At a recent NASA Astrobiology Science Conference, a panel of scientists discussed the different types of alien life which might be found on other planet. SETI’s Seth Shostak was the chair, with panelists including Peter Ward (Rare Earth, Life As We Do Not Know It), Jill Tarter (SETI ‘legend’) and and a number of (highly-qualified) others.Astrobiology Magazine has now published the panel speeches and discussion as a multipart article, titled “Alien Safari”, with each instalment covering a different focus in the search for life:
- Part 1: Slime Worlds
- Part 2: Life Above and Below
- Part 3: Technology Worlds
- Part 4: Countdown to Alien Life
Some interesting points to be found in the article, such as Princeton University geochemist T.C. Onstott’s work tracking down types of life well under the surface of the Earth, which prove “that life can exist without photospheric influence, and it can exist for billions of years, and that means the chances are good that life could exist beneath the surface of Mars.”
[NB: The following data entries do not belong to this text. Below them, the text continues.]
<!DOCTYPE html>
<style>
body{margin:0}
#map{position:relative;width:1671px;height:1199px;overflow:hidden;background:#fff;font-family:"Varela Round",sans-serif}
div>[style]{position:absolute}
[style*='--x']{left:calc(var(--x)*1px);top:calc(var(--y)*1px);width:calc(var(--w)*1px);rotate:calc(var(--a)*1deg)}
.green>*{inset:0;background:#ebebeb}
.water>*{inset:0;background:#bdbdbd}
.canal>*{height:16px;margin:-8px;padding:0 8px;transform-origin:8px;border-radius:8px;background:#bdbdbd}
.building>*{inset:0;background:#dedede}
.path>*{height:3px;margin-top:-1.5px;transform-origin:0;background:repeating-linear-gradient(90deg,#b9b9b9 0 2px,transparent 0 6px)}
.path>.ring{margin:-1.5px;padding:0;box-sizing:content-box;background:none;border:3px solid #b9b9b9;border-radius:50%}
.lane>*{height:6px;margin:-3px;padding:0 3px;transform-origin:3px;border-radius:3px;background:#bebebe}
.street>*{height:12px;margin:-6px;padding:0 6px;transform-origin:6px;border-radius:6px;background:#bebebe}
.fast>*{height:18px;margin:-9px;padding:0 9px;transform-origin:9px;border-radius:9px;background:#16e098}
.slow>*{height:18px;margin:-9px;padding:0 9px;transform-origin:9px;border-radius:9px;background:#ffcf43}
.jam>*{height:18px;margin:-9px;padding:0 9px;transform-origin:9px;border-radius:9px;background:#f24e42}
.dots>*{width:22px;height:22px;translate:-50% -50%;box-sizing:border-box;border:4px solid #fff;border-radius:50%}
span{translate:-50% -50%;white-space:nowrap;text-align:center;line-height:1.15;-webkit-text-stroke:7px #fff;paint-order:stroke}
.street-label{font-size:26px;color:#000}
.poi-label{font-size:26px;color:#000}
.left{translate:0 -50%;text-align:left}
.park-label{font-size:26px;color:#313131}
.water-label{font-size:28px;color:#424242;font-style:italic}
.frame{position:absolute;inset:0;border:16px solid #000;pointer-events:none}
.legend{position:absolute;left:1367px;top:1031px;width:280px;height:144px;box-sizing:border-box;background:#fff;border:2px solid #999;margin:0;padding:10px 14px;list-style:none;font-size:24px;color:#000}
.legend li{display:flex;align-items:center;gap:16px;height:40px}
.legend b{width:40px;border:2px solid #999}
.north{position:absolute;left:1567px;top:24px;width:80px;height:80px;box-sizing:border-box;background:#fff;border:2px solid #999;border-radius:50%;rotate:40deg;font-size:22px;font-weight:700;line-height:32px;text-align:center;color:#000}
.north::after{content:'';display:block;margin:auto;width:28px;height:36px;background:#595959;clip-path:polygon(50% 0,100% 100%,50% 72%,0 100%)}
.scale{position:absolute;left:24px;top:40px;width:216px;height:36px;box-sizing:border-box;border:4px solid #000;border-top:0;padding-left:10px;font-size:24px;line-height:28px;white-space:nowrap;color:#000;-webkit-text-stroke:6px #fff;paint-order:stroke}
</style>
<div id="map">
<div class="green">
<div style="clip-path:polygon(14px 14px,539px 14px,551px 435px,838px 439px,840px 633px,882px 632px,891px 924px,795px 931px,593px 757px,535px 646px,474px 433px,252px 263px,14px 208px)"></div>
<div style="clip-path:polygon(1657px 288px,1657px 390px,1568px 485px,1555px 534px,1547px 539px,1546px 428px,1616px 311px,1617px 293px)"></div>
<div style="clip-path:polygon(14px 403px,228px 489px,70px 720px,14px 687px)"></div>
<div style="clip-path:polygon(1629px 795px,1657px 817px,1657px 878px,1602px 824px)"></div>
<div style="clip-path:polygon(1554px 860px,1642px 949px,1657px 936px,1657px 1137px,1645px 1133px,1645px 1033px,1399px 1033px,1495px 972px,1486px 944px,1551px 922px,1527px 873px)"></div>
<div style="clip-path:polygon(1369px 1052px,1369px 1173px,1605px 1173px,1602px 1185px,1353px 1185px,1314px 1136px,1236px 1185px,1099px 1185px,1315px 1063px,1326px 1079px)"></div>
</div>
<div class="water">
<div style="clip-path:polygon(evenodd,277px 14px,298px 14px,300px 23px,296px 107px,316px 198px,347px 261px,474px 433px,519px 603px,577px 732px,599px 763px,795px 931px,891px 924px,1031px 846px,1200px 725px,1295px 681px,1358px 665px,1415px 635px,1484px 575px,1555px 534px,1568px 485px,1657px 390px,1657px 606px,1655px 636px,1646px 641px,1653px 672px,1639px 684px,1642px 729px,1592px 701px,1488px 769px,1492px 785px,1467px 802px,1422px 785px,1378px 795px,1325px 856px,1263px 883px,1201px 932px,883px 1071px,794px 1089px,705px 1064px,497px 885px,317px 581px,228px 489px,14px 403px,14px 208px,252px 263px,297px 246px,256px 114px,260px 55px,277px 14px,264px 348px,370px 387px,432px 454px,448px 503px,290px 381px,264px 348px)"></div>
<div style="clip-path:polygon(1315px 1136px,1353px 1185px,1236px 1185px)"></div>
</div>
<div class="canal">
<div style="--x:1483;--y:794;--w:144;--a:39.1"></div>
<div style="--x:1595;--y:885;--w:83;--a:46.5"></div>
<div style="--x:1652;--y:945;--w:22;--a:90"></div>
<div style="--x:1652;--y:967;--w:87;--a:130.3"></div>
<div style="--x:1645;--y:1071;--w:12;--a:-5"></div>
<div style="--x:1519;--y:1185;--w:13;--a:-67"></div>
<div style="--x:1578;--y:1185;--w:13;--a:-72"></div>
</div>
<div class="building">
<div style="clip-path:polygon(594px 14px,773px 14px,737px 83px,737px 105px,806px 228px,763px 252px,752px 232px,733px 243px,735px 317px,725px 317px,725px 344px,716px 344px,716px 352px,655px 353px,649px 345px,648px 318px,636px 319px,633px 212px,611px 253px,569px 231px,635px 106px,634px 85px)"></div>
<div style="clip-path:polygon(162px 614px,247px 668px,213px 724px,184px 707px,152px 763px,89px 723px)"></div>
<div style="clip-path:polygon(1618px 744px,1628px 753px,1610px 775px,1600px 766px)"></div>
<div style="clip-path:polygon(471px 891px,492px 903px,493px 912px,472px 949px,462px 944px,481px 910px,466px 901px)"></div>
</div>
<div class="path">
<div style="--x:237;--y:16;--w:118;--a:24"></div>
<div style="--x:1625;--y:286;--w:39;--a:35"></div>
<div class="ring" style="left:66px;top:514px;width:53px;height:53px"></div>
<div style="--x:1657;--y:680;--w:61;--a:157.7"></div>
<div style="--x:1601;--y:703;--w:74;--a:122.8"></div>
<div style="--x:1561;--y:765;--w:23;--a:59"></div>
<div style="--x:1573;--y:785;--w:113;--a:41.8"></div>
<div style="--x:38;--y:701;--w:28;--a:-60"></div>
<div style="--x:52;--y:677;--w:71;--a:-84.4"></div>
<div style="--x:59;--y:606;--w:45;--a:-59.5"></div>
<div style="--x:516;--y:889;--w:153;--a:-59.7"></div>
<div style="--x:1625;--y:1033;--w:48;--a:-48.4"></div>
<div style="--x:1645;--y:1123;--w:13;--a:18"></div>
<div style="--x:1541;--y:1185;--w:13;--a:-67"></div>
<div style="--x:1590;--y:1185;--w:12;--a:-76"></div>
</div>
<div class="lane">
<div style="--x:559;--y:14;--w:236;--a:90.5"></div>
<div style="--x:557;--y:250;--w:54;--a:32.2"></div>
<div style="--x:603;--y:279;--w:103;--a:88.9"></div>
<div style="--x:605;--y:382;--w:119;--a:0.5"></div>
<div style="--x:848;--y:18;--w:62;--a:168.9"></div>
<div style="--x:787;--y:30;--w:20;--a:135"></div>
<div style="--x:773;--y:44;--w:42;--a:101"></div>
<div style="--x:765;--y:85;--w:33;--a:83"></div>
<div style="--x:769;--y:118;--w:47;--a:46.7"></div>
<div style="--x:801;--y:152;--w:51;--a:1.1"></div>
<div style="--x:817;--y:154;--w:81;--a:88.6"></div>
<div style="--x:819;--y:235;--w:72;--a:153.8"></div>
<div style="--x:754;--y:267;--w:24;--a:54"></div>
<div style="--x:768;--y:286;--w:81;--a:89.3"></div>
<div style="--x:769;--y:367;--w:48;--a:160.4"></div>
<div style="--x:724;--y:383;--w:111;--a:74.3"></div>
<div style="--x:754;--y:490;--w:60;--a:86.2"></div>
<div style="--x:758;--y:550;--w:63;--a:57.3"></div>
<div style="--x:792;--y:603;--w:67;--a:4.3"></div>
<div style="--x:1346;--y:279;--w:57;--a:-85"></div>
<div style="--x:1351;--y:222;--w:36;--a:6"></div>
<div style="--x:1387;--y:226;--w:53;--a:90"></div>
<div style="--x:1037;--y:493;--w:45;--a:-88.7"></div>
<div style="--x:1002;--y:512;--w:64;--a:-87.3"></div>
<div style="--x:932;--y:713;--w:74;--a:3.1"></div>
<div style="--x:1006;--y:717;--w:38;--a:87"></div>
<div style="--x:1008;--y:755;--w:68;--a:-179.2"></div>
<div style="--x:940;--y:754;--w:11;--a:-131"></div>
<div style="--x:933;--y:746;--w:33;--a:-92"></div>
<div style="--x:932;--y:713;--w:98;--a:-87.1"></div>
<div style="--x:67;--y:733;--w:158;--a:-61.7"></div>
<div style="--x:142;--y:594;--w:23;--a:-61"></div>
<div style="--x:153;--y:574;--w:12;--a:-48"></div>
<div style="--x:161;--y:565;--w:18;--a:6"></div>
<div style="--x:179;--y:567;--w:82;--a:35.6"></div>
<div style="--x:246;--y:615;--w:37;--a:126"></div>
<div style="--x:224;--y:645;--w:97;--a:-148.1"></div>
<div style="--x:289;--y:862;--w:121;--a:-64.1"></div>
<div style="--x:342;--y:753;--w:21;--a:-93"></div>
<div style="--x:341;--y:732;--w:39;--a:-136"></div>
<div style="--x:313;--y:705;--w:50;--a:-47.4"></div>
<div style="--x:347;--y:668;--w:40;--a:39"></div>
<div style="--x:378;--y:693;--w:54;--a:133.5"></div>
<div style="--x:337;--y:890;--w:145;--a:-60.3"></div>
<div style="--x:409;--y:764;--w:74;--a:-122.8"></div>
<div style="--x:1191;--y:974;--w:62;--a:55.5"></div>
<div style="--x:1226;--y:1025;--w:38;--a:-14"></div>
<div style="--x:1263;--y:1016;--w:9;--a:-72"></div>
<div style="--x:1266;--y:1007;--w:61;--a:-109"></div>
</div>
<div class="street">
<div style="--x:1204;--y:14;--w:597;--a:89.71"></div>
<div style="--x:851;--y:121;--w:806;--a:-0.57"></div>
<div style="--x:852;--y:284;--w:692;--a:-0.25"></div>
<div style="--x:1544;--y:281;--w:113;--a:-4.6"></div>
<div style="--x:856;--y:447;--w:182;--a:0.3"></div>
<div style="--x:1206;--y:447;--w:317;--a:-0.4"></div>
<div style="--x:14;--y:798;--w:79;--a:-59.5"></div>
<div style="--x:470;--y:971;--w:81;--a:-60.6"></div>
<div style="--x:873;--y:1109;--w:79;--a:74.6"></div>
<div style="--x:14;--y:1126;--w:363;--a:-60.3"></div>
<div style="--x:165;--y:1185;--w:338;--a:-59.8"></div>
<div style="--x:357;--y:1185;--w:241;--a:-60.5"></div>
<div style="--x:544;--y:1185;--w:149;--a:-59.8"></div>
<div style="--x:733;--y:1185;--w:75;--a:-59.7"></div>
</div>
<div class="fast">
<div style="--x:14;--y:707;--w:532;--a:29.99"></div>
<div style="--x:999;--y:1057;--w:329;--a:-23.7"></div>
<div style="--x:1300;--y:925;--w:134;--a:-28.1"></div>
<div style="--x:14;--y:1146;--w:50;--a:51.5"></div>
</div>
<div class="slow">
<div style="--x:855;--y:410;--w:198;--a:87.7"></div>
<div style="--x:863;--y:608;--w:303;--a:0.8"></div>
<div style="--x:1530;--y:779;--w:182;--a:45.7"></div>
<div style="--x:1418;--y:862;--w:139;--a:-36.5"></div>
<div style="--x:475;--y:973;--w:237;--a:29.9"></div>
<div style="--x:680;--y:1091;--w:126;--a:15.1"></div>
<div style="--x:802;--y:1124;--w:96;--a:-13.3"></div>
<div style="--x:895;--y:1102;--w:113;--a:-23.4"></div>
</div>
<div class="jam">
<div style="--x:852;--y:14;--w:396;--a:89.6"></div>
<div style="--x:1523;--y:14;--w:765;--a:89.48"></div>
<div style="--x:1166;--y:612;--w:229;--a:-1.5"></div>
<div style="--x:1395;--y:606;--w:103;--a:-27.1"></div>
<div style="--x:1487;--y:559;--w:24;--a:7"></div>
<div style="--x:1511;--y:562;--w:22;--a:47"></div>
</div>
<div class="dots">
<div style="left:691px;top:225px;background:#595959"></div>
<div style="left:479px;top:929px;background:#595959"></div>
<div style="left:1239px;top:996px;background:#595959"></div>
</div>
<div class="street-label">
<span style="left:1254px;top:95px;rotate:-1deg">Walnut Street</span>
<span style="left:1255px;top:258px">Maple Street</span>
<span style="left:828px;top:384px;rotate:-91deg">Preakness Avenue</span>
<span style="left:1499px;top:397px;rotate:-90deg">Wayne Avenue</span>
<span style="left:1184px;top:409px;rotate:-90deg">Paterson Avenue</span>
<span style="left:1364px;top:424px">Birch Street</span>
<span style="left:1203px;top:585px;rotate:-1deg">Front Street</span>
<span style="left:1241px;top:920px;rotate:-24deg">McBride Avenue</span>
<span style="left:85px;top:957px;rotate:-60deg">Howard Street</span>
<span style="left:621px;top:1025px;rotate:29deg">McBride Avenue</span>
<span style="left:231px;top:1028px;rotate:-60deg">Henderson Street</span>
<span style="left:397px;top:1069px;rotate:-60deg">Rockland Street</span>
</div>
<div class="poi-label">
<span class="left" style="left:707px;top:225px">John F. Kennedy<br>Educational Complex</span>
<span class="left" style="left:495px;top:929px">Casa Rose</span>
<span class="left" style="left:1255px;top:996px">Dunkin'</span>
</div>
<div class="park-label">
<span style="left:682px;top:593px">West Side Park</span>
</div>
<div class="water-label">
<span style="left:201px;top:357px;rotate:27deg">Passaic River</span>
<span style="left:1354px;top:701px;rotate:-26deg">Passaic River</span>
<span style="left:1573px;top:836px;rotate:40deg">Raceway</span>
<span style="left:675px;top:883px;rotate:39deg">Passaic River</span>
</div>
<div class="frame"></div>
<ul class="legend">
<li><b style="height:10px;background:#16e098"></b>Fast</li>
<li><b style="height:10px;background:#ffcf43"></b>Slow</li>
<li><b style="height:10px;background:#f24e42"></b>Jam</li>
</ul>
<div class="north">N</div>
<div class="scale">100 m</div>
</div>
I was a little disappointed in Jill Tarter’s talk on ‘Technology Worlds’ – the opening seemed to promise some fun speculation on the “unimaginable” technologies out there, but it all got a bit anthropomorphic rather quickly:
My talk is about Technology Worlds. Maybe complex life somewhere else develops technology. I’d like to start with the unimaginable. Arthur C. Clarke, a fantastic science fiction writer and a very good scientist, is quoted as saying that “any sufficiently advanced technology is indistinguishable from magic.” So do we just have to give up about the unimaginable? I would say not. Don’t try and predict the magic. Let’s just do astronomy. Let’s look at the universe every way we can, with every tool that we can use.
The talk then goes on to the usual fare about looking for Dyson Spheres and such. Tarter does provide something of interest though in Part 4, when she casually mentions that…
There are new things that are getting my colleagues really excited, new kinds of signals that are detected from the sky that we didn’t anticipate, and the theorists are being very fleet of foot to provide more prosaic explanations for them. But in fact it might turn out that they are evidence of another technology that we don’t yet recognize as such.
Does anyone know what Tarter’s describing here – references to papers or news items to bring the rest of us up to speed?